How should donors deal with corruption? Strict accountability may be seen as a lack of trust, and condemned by recipients as a violation of the partnership. Even well-intentioned NGOs often have lax systems and processes for dealing with money. Yet a lack of effective accountability is an invitation for corruption. Donors have an obligation to recipients to insist on systems and relationships that are accountable. My attempts to ensure accountability did not always succeed. Some rebelled because they saw them as paternalistic and patronising, others because they were irritated by the attention to unnecessary and boring detail. But I suspect those with a propensity to corruption simply kept quiet and plotted how to avoid scrutiny.

In my more recent experience corruption has been rare, and I know NGOs in which any hint of it among staff is dealt with severely by their peers. These people share my view that corruption is an issue that must be fought as vigorously as human rights abuses or environmental destruction in the quest for social justice. Such attitudes raise my optimism about aid work. But I also know of exceptions. There can be nothing so personally devastating for an aid worker as discovering that someone whom you have admired and trusted has proven to be corrupt. Fortunately, these rare situations are more than compensated for by the experience of working alongside dedicated social activists whose vision I can fully share.

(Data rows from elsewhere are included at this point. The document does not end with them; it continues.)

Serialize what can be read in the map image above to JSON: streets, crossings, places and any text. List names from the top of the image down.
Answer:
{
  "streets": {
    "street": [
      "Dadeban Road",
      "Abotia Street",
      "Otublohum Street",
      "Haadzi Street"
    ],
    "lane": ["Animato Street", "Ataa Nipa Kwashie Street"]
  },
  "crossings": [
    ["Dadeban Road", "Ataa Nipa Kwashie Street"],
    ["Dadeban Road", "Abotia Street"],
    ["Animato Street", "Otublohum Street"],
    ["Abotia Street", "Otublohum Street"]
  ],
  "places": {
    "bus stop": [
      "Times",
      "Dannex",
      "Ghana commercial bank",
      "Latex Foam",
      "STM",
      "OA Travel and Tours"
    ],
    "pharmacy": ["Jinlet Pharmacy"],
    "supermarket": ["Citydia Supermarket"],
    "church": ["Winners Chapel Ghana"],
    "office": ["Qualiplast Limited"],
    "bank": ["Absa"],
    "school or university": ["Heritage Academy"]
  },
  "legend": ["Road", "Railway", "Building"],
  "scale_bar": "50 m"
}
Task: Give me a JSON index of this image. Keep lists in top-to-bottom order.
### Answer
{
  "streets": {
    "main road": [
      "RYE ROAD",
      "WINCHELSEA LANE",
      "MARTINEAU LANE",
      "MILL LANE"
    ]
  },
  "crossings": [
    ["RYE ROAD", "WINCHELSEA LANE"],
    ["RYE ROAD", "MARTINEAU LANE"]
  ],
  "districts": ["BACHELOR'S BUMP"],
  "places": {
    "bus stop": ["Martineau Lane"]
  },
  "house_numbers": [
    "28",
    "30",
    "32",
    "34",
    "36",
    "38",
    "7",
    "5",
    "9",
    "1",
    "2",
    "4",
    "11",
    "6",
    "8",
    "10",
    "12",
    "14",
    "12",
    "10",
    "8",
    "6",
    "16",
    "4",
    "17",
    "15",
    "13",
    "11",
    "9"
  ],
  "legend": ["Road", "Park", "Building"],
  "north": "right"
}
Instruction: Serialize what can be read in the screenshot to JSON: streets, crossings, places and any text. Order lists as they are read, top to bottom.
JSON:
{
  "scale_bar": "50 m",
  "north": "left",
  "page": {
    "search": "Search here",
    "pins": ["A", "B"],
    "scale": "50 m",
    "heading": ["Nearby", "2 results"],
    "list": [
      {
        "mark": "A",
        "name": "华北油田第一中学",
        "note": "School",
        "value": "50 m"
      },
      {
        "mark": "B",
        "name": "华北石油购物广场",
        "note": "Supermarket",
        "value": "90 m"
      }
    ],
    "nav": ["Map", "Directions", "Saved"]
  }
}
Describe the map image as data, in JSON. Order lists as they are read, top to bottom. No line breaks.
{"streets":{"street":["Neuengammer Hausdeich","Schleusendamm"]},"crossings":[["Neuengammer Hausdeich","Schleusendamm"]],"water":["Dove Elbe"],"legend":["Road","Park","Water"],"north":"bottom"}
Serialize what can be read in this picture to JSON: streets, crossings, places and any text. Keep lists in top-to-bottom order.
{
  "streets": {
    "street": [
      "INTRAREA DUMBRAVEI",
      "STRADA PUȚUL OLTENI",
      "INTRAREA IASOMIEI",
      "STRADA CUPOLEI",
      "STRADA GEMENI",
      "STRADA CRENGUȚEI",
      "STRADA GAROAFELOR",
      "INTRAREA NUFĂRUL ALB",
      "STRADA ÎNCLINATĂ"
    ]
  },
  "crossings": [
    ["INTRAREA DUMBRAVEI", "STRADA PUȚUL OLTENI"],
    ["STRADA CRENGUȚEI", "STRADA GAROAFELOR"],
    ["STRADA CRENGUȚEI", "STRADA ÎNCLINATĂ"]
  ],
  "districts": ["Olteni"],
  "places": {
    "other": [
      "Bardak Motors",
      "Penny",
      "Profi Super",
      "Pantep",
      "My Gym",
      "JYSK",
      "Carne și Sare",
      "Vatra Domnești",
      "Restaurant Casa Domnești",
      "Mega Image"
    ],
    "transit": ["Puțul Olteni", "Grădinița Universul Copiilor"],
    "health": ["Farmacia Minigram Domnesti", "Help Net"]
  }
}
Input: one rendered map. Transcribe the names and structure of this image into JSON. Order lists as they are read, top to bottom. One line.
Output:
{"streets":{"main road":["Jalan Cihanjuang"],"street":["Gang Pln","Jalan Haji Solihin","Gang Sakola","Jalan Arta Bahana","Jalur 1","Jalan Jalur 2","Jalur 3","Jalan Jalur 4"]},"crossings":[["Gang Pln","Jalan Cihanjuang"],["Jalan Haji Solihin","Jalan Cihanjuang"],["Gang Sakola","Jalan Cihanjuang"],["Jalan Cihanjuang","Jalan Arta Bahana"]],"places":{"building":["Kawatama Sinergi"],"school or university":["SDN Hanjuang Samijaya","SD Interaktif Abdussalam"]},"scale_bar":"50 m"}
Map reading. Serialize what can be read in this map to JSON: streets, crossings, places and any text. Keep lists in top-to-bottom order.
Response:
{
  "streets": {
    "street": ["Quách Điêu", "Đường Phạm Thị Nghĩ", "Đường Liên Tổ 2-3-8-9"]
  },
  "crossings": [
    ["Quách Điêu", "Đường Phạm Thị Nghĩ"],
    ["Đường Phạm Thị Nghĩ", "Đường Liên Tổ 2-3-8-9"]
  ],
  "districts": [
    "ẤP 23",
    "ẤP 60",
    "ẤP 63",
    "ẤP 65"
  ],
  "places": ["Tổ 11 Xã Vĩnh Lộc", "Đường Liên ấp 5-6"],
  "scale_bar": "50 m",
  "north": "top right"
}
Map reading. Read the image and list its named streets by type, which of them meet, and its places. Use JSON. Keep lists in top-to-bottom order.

International aid has brought much that is worthwhile to Indonesia, and provided fulfilling experiences for both aid workers and our Indonesian associates. But the sometimes uneasy alliance of international agencies with money, and Indonesian organisations with few resources, could be improved. It would require both parties to abandon the pretence of partnership and recognise fully their distinctive roles in seeking social justice in Indonesia. Partnership is quite possible between organisations and individuals from developed countries and Indonesia, but it is much more likely to be meaningful if the relationship does not involve money.